In [1]:
from transformers import AutoTokenizer

checkpoint = "distilbert-base-uncased-finetuned-sst-2-english"
tokenizer = AutoTokenizer.from_pretrained(checkpoint)

raw_inputs = [
    "I've been waiting for a HuggingFace Course for a very long time.",
    "I love and hate this so much."
]
inputs = tokenizer(
    raw_inputs,
    padding=True,
    truncation=True,
    return_tensors="pt"
)

In [2]:
from transformers import AutoModel

checkpoint = "distilbert-base-uncased-finetuned-sst-2-english"
model = AutoModel.from_pretrained(checkpoint)
outputs = model(**inputs)
print(outputs.last_hidden_state.shape)

torch.Size([2, 18, 768])


We can see a high-dimensional tensor i.e., representation of the sentences passed, but which is not directly useful for our sentiment analysis classification problem. 
Here, the tensor has `2` sentences, each of `18` tokens and the last dimension is the hidden size of the model `768`.

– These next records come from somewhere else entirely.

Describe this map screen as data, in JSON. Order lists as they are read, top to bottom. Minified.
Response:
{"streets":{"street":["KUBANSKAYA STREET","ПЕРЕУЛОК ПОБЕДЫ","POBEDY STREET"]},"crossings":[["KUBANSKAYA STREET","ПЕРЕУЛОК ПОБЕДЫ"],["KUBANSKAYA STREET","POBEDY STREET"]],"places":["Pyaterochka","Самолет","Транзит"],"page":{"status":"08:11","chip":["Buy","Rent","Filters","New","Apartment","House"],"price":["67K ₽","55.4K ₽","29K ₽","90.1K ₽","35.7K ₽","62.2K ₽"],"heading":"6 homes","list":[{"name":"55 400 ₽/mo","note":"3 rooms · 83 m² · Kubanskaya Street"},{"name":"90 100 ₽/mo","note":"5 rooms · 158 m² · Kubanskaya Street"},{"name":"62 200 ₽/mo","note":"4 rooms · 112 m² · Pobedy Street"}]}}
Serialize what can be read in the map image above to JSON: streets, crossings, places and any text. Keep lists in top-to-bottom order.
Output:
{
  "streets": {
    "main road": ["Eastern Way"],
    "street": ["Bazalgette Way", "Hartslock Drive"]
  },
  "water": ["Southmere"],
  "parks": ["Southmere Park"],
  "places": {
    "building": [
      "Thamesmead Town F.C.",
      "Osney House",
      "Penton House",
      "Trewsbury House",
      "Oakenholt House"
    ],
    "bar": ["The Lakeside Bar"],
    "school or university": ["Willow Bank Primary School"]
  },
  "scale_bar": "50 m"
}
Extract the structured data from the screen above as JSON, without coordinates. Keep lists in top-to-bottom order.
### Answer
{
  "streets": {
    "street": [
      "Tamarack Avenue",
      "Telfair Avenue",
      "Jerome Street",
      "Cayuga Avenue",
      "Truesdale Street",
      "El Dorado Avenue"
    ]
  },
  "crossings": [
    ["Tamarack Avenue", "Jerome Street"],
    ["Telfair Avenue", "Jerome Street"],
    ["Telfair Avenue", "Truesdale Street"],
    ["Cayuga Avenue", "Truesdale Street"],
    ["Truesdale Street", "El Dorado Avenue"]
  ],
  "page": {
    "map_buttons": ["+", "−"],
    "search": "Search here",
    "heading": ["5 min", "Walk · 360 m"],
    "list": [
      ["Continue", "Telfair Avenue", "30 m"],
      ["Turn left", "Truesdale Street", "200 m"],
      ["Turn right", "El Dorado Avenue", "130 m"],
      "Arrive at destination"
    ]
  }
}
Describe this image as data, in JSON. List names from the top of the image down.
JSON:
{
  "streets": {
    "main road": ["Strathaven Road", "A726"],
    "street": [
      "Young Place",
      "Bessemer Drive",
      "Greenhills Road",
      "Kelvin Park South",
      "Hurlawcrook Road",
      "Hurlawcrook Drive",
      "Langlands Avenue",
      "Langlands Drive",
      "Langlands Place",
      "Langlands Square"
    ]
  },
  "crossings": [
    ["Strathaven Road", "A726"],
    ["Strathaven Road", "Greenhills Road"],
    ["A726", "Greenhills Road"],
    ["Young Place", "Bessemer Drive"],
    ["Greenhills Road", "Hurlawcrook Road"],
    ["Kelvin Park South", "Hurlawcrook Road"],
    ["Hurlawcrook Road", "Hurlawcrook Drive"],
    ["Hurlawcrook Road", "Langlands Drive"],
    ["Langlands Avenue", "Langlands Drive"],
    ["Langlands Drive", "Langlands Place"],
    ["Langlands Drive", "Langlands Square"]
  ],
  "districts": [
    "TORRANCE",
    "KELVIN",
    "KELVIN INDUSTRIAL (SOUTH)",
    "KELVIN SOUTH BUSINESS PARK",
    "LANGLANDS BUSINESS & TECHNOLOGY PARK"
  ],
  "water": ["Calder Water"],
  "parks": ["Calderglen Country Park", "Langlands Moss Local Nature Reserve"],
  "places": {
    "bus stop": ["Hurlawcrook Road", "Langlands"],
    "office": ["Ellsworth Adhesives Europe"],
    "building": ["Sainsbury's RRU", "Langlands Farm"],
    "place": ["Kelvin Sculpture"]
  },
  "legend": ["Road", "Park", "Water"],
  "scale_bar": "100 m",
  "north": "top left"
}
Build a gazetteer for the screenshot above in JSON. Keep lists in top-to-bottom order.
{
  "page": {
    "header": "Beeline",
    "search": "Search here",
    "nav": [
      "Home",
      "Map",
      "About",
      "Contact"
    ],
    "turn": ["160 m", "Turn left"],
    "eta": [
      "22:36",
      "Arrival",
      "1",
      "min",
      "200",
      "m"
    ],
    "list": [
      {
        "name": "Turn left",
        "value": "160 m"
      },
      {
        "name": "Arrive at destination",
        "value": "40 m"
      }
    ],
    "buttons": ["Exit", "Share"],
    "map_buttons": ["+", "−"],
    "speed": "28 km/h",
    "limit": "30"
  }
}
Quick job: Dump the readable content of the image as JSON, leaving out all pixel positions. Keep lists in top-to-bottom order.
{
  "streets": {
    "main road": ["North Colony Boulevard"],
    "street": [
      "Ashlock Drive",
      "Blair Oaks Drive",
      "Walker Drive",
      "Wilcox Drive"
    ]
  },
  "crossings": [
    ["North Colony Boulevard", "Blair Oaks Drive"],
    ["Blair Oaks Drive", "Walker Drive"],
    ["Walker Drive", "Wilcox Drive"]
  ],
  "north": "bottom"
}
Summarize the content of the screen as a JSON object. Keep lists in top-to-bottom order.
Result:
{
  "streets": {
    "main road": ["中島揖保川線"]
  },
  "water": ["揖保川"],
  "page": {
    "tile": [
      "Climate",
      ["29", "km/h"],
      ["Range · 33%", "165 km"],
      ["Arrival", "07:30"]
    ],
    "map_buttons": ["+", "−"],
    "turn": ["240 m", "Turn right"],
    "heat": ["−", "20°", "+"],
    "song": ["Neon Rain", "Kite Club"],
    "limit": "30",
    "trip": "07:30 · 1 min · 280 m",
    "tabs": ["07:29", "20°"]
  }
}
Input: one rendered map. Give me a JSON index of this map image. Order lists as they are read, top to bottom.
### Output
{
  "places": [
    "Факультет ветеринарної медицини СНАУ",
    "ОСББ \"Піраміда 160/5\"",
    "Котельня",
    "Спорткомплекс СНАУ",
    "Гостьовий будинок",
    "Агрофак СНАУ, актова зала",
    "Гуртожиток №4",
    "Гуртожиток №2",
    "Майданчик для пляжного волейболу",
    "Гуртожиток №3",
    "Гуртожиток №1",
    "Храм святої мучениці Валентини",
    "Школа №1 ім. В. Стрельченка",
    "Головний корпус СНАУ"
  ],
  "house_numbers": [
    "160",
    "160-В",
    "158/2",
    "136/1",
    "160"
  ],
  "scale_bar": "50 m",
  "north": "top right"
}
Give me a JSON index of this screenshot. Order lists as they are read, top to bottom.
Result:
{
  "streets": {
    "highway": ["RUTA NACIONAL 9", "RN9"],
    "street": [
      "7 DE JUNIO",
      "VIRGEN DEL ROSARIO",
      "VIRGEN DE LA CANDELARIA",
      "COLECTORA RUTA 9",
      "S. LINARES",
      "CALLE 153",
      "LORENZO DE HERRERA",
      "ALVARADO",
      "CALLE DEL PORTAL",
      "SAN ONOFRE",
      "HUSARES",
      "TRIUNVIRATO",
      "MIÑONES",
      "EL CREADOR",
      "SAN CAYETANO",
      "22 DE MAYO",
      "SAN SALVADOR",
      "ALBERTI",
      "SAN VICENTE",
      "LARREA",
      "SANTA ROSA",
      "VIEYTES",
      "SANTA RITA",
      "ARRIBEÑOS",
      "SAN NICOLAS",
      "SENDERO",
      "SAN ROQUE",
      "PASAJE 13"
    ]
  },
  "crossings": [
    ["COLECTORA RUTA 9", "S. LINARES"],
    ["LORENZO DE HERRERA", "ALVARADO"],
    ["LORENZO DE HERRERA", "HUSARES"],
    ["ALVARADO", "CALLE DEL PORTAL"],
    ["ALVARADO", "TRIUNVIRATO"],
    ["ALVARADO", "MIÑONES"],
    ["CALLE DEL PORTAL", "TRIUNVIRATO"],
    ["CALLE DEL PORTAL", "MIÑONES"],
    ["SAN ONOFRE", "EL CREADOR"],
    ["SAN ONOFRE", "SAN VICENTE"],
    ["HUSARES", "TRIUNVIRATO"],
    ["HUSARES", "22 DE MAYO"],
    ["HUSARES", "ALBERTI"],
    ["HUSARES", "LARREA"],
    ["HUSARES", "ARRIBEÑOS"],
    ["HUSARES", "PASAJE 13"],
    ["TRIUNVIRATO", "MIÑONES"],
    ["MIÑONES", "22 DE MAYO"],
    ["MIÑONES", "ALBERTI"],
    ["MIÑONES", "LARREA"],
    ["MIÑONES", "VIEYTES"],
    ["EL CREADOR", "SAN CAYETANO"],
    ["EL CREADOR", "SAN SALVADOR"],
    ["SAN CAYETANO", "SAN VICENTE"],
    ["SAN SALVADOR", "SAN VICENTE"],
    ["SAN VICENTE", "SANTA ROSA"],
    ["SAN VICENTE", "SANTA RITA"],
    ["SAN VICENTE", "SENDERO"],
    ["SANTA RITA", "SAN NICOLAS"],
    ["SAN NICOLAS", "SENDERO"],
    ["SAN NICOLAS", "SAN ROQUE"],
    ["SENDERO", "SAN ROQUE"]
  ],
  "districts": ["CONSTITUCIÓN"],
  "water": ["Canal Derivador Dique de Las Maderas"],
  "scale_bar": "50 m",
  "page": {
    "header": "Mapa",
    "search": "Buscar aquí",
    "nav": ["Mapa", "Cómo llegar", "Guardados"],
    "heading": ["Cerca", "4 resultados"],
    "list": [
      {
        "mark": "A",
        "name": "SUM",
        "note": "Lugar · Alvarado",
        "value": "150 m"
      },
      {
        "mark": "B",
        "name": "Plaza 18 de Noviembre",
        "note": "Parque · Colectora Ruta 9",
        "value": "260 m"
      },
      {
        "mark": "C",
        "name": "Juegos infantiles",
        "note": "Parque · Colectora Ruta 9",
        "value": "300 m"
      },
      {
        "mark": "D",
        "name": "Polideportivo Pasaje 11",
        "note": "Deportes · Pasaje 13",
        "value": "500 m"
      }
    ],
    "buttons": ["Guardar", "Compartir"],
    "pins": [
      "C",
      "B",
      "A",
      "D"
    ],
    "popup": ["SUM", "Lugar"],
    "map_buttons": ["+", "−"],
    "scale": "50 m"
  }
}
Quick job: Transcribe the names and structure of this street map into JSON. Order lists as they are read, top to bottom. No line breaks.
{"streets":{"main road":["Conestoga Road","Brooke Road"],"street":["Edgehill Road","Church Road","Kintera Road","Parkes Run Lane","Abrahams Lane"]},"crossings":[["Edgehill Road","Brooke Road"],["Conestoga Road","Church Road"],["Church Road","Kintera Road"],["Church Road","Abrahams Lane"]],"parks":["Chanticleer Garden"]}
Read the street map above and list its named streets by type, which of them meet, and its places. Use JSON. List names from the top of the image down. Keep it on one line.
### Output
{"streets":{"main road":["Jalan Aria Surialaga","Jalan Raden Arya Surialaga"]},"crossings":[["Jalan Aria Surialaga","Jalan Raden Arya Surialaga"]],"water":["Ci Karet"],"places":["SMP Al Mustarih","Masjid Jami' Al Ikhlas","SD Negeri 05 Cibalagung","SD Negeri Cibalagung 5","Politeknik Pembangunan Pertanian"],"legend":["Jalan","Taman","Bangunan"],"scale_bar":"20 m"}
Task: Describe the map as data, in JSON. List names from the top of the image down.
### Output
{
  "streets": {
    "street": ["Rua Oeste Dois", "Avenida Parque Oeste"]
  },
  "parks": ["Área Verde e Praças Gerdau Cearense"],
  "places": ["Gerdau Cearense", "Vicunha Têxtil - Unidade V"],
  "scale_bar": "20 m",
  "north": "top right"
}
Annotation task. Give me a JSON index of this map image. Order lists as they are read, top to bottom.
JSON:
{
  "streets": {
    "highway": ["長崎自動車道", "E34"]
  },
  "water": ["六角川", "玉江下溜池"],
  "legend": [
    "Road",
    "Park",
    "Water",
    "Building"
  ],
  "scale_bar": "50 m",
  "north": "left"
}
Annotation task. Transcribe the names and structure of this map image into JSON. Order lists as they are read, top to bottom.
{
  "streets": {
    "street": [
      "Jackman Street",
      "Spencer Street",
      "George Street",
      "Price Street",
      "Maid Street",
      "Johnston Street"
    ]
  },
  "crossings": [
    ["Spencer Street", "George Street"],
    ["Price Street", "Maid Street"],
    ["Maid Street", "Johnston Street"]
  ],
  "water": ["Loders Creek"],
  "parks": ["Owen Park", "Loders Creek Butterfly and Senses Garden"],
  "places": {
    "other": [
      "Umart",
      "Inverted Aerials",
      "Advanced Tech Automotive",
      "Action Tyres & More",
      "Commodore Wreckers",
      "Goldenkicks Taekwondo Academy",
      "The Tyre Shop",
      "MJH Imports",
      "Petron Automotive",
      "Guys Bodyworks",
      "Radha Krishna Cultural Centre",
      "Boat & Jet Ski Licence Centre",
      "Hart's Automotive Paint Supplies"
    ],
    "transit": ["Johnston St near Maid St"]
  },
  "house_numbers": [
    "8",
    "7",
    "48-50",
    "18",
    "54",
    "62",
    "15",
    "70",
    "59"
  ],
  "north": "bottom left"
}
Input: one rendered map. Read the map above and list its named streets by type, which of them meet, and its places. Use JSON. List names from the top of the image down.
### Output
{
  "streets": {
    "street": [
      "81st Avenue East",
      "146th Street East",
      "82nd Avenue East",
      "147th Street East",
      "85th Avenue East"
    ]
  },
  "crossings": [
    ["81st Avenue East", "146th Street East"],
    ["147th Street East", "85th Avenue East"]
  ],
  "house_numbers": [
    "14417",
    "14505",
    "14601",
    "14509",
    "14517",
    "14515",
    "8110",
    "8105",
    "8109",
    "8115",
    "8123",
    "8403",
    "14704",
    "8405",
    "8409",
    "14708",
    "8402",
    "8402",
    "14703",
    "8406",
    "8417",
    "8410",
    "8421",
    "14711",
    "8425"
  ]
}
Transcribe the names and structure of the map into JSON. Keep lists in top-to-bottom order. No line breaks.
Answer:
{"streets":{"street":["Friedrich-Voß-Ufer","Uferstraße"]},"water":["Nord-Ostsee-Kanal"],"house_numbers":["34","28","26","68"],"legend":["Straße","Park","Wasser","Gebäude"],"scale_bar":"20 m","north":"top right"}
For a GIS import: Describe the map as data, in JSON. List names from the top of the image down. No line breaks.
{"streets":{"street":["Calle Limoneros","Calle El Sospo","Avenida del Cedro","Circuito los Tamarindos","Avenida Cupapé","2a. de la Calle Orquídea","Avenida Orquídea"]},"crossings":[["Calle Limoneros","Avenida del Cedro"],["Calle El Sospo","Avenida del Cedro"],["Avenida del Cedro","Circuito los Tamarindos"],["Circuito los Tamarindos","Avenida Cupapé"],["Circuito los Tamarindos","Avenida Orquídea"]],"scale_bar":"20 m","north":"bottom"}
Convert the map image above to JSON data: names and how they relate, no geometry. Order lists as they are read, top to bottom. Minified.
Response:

To get an output i.e., linked to our classification problem, we'll use `AutoModelForSequenceClassification` class. 

In [3]:
from transformers import AutoModelForSequenceClassification

checkpoint = "distilbert-base-uncased-finetuned-sst-2-english"
model = AutoModelForSequenceClassification.from_pretrained(checkpoint)
outputs = model(**inputs)
print(outputs.logits)

tensor([[ 2.0498, -1.7484],
        [-1.8256,  1.8829]], grad_fn=<AddmmBackward0>)


We can see now tensor of size 2x2. **One results for each sentence and another for each possible label.** </br>
These labels are not probabilities yet, as we can see that they won't sum to 1. This is because each model of the transformers library returns `logits`.